2.5“Financial Reporting Measures” means measures that are determined and presented in accordance with the accounting principles used in preparing the Company’s financial statements, and all other measures that are derived wholly or in part from such measures. Stock price and total shareholder return (and any measures that are derived wholly or in part from stock price or total shareholder return) shall, for purposes of this Policy, be considered Financial Reporting Measures. For the avoidance of doubt, a Financial Reporting Measure need not be presented in the Company’s financial statements or included in a filing with the SEC or the Spanish National Securities Market Commission (the “CNMV”).
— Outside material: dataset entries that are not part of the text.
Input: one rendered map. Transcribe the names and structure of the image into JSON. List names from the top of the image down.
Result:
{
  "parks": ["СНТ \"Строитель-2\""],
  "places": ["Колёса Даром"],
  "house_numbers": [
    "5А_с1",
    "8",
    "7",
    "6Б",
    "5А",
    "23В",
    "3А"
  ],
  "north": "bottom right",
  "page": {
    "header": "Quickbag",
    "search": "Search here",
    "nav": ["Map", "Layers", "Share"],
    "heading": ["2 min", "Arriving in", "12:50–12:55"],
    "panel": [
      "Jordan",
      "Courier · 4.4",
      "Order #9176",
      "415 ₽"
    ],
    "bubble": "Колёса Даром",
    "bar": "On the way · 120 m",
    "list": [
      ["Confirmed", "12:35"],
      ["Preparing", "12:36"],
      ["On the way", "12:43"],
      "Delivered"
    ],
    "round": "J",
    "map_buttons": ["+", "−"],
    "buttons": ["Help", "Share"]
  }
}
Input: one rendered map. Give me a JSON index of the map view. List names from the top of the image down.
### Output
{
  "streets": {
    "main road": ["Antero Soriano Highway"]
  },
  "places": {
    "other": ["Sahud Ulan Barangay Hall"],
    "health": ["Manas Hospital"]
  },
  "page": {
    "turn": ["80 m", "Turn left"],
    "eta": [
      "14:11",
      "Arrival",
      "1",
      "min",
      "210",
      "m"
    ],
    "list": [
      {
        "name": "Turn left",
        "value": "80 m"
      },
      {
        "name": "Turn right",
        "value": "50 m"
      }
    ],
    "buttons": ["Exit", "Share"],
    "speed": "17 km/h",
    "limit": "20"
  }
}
2.6“Incentive-based Compensation” means any compensation (including, for the avoidance of doubt, any cash or equity or equity-based compensation) that is granted, earned or vested based wholly or in part upon the attainment of a Financial Reporting Measure.
2.7“Nasdaq” means The Nasdaq Stock Market.
2.8“Received” means any Incentive-based Compensation actually received or deemed to be received by an Executive Officer. Incentive-based Compensation shall be deemed be received in the Company’s fiscal period during which the Financial Reporting Measure specified in the Incentive-based Compensation award is attained, even if the payment or grant of the Incentive-based Compensation to the Executive Officer occurs after the end of that period. For example, if an amount is deemed received in 2024, but actually received in 2025, such amount shall be treated as Received under this definition only in 2024.
2.9“Restatement Date” means the earlier to occur of (1) the date the Company’s Board of Directors concludes, or reasonably should have concluded, that the Company is required to prepare an Accounting Restatement, or (2) the date a court, regulator or other legally authorized body directs the Company to prepare an Accounting Restatement.
2.10“Rules Effective Date” means October 2, 2023, the date on which the Rules become effective.
2.11“SEC” means the U.S. Securities and Exchange Commission.
3.DETERMINATION AND CALCULATION OF ERRONEOUSLY AWARDED COMPENSATION
3.1In the event of an Accounting Restatement, the Committee shall promptly determine if the amount of any Covered Compensation received by an Executive Officer (the “Awarded Compensation”) exceeds the amount of such Covered Compensation that would have otherwise been received by such Executive Officer if calculated based on the Accounting Restatement (the “Adjusted Compensation”). Any excess of the Awarded Compensation over the Adjusted Compensation, computed without regard to any taxes paid (such excess amount, the “Erroneously Awarded Compensation”), shall be recovered by the Company pursuant to section 4 of this Policy.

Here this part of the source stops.